> **THE TASK**
A faithful, complete transcript of the entries below, without pictures, should be returned.

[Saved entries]
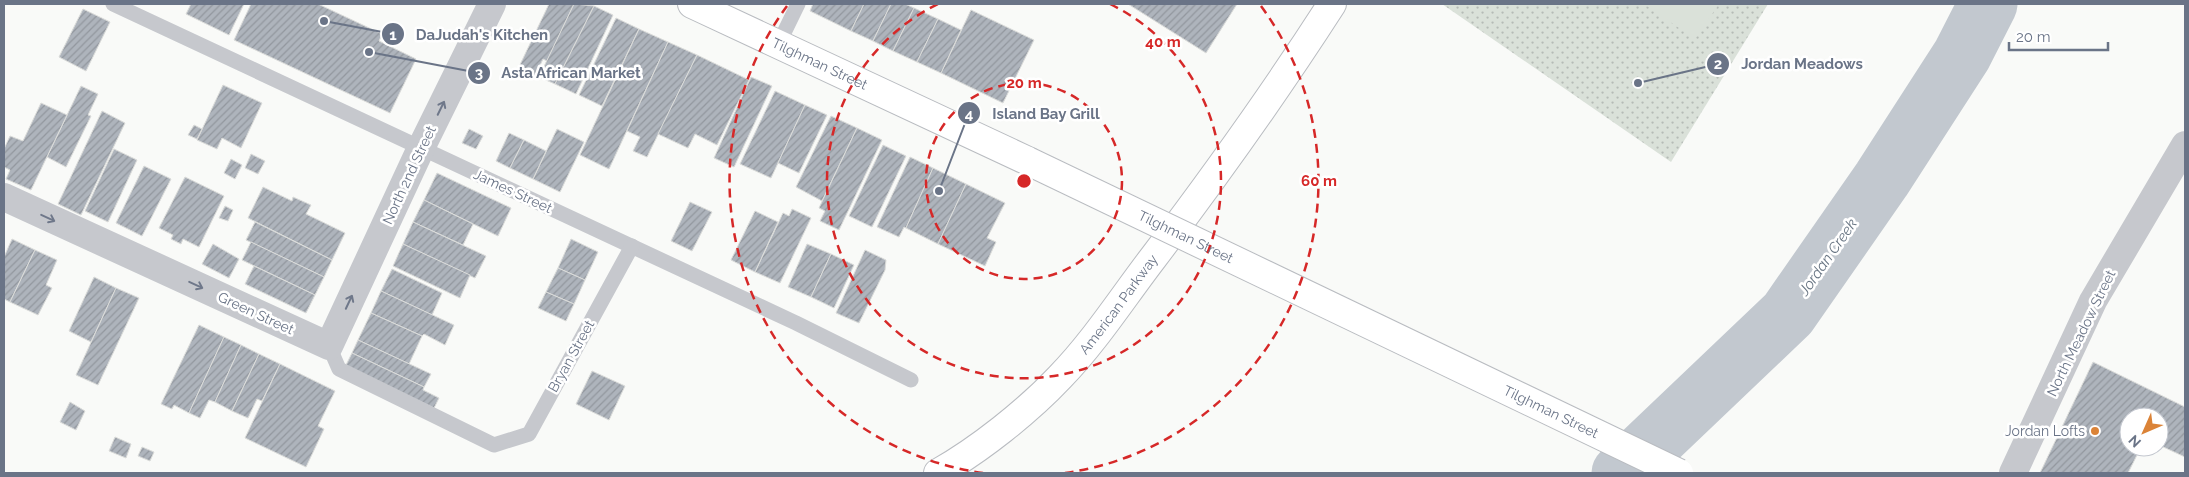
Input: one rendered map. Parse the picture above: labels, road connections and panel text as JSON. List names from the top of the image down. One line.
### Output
{"streets":{"main road":["Tilghman Street","American Parkway"],"street":["North 2nd Street","Green Street","North Meadow Street"],"lane":["James Street","Bryan Street"]},"crossings":[["North 2nd Street","James Street"],["North 2nd Street","Green Street"],["North 2nd Street","Bryan Street"],["James Street","Bryan Street"],["Green Street","Bryan Street"]],"one_way":["North 2nd Street","Green Street"],"water":["Jordan Creek"],"places":["DaJudah's Kitchen","Asta African Market","Jordan Meadows","Island Bay Grill","Jordan Lofts"],"scale_bar":"20 m","north":"bottom left","rings":["40 m","20 m","60 m"]}
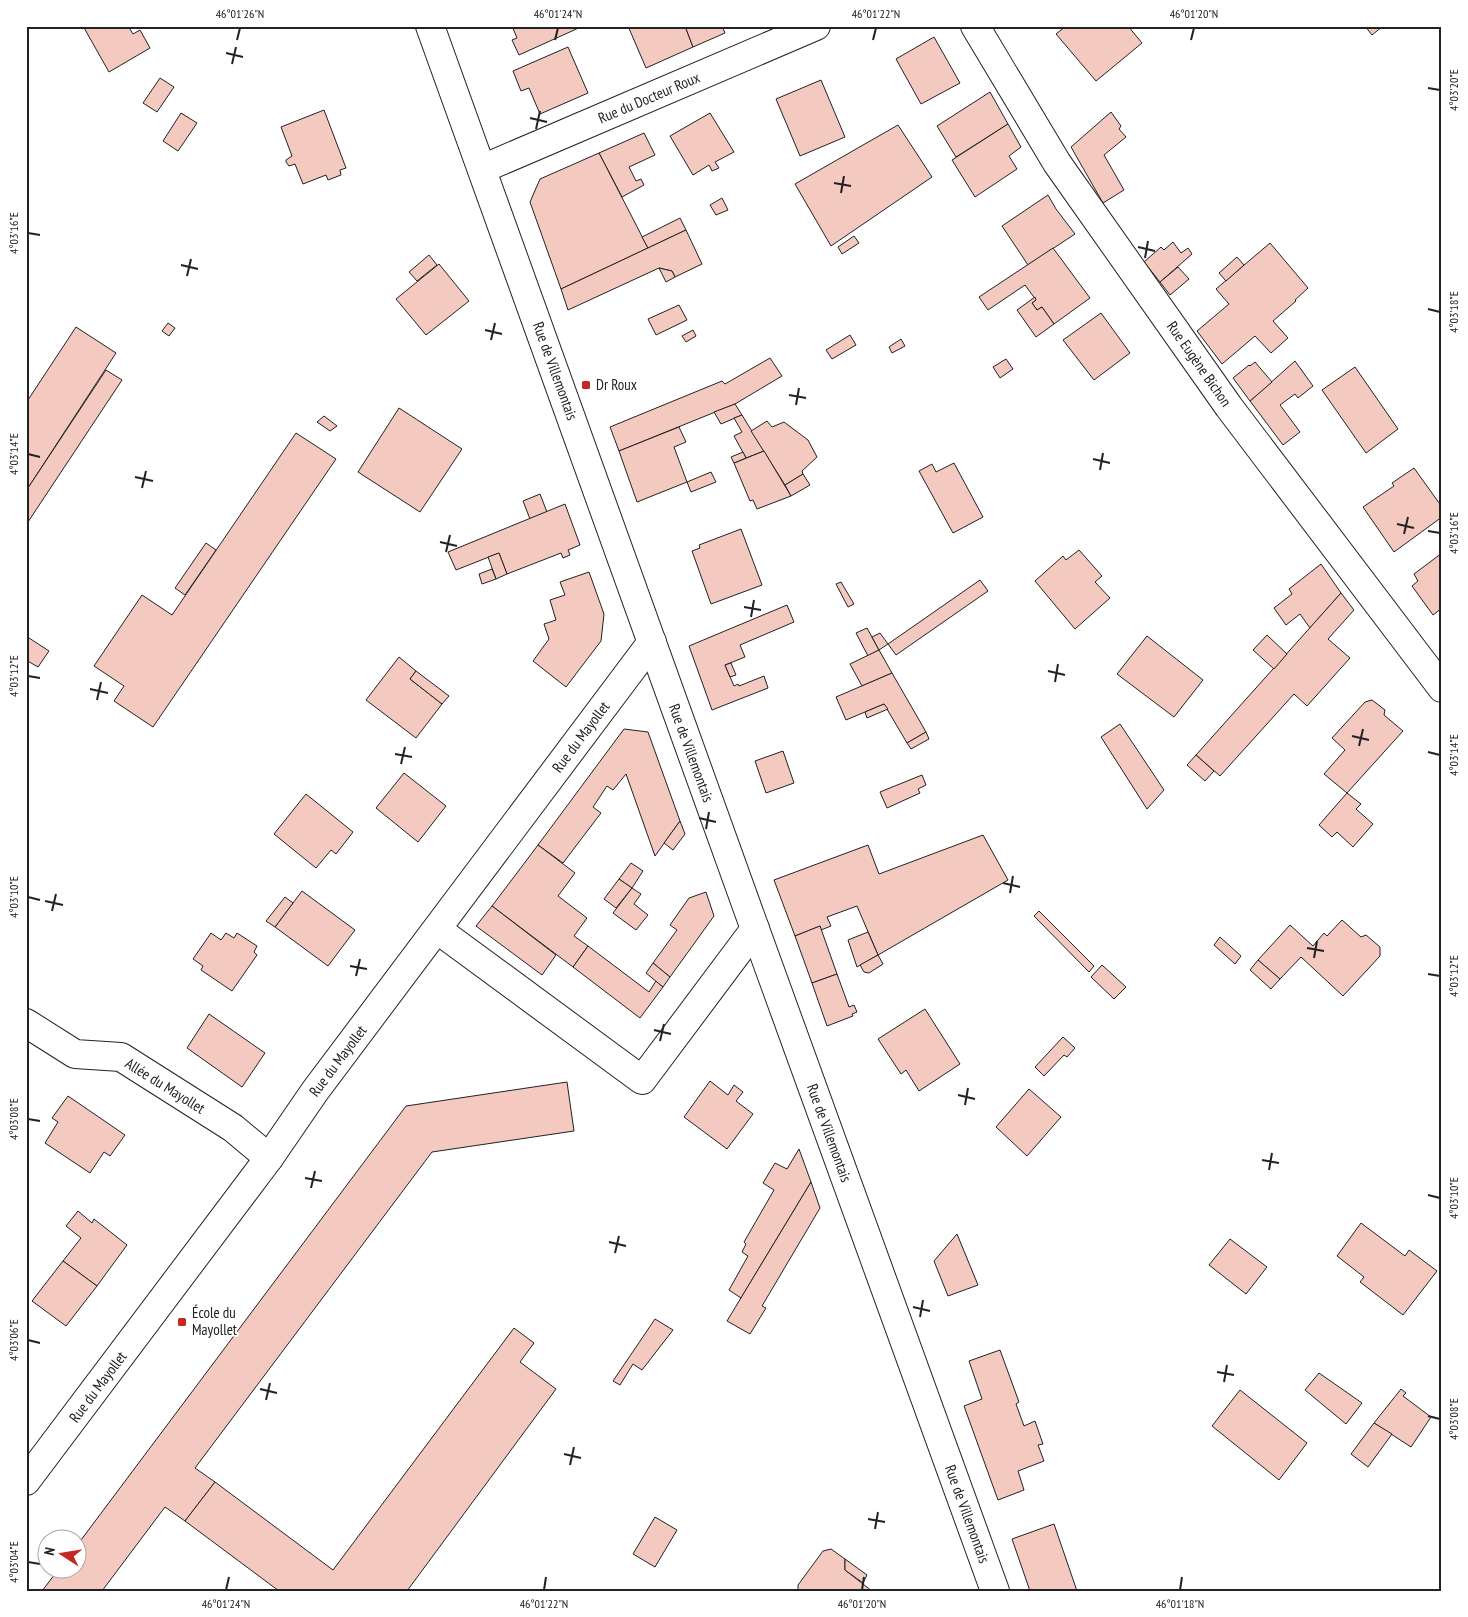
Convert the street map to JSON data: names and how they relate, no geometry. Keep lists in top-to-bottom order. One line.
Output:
{"streets":{"street":["Rue du Docteur Roux","Rue Eugène Bichon","Rue de Villemontais","Rue du Mayollet","Allée du Mayollet"]},"crossings":[["Rue du Docteur Roux","Rue de Villemontais"],["Rue de Villemontais","Rue du Mayollet"],["Rue du Mayollet","Allée du Mayollet"]],"places":{"transit":["Dr Roux","École du Mayollet"]},"north":"left","coordinates":["46°01'26\"N","46°01'24\"N","46°01'22\"N","46°01'20\"N","4°03'20\"E","4°03'16\"E","4°03'18\"E","4°03'14\"E","4°03'12\"E","4°03'10\"E","4°03'08\"E","4°03'06\"E","4°03'04\"E","46°01'18\"N"]}
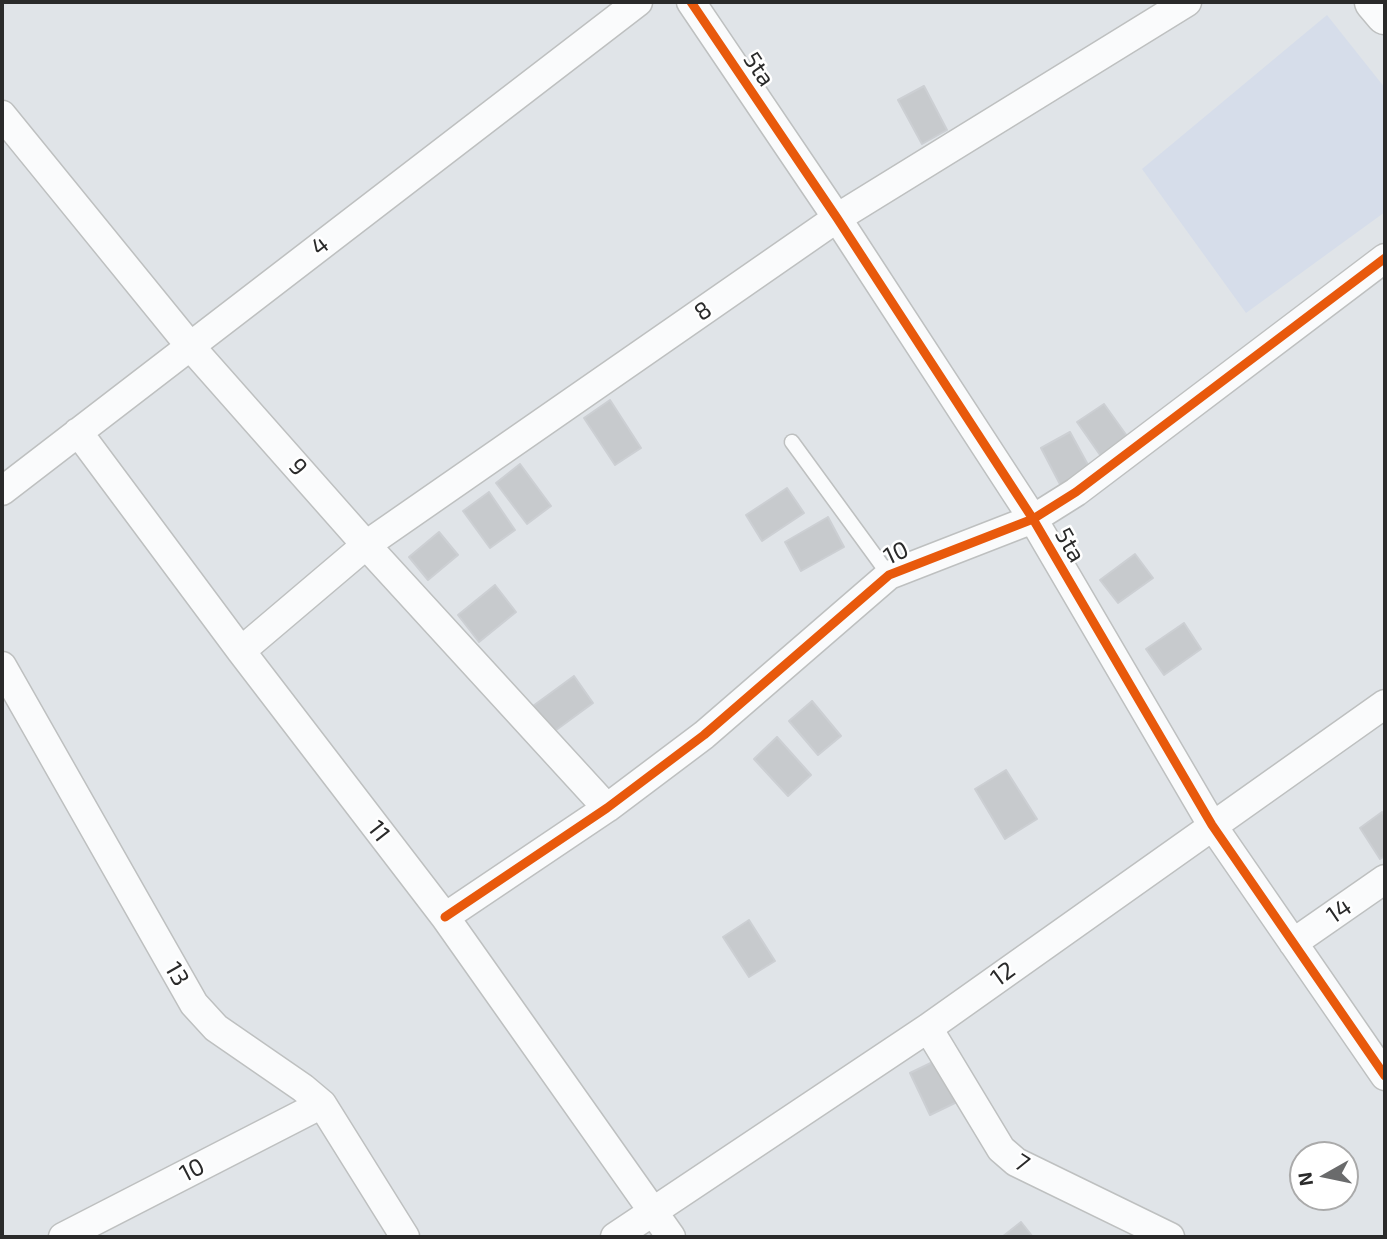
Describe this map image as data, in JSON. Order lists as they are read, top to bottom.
{
  "streets": {
    "street": [
      "5ta",
      "4",
      "8",
      "9",
      "10",
      "11",
      "14",
      "13",
      "12",
      "7"
    ]
  },
  "crossings": [
    ["5ta", "8"],
    ["5ta", "10"],
    ["5ta", "14"],
    ["5ta", "12"],
    ["4", "9"],
    ["4", "11"],
    ["8", "9"],
    ["8", "11"],
    ["9", "10"],
    ["10", "11"],
    ["10", "13"],
    ["11", "12"],
    ["12", "7"]
  ],
  "north": "left"
}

> **OUTPUT**
Input: one rendered map. Parse the picture above: labels, road connections and panel text as JSON. List names from the top of the image down. One line.
### Output
{"streets":{"main road":["Tilghman Street","American Parkway"],"street":["North 2nd Street","Green Street","North Meadow Street"],"lane":["James Street","Bryan Street"]},"crossings":[["North 2nd Street","James Street"],["North 2nd Street","Green Street"],["North 2nd Street","Bryan Street"],["James Street","Bryan Street"],["Green Street","Bryan Street"]],"one_way":["North 2nd Street","Green Street"],"water":["Jordan Creek"],"places":["DaJudah's Kitchen","Asta African Market","Jordan Meadows","Island Bay Grill","Jordan Lofts"],"scale_bar":"20 m","north":"bottom left","rings":["40 m","20 m","60 m"]}
Convert the street map to JSON data: names and how they relate, no geometry. Keep lists in top-to-bottom order. One line.
Output:
{"streets":{"street":["Rue du Docteur Roux","Rue Eugène Bichon","Rue de Villemontais","Rue du Mayollet","Allée du Mayollet"]},"crossings":[["Rue du Docteur Roux","Rue de Villemontais"],["Rue de Villemontais","Rue du Mayollet"],["Rue du Mayollet","Allée du Mayollet"]],"places":{"transit":["Dr Roux","École du Mayollet"]},"north":"left","coordinates":["46°01'26\"N","46°01'24\"N","46°01'22\"N","46°01'20\"N","4°03'20\"E","4°03'16\"E","4°03'18\"E","4°03'14\"E","4°03'12\"E","4°03'10\"E","4°03'08\"E","4°03'06\"E","4°03'04\"E","46°01'18\"N"]}
Describe this map image as data, in JSON. Order lists as they are read, top to bottom.
{
  "streets": {
    "street": [
      "5ta",
      "4",
      "8",
      "9",
      "10",
      "11",
      "14",
      "13",
      "12",
      "7"
    ]
  },
  "crossings": [
    ["5ta", "8"],
    ["5ta", "10"],
    ["5ta", "14"],
    ["5ta", "12"],
    ["4", "9"],
    ["4", "11"],
    ["8", "9"],
    ["8", "11"],
    ["9", "10"],
    ["10", "11"],
    ["10", "13"],
    ["11", "12"],
    ["12", "7"]
  ],
  "north": "left"
}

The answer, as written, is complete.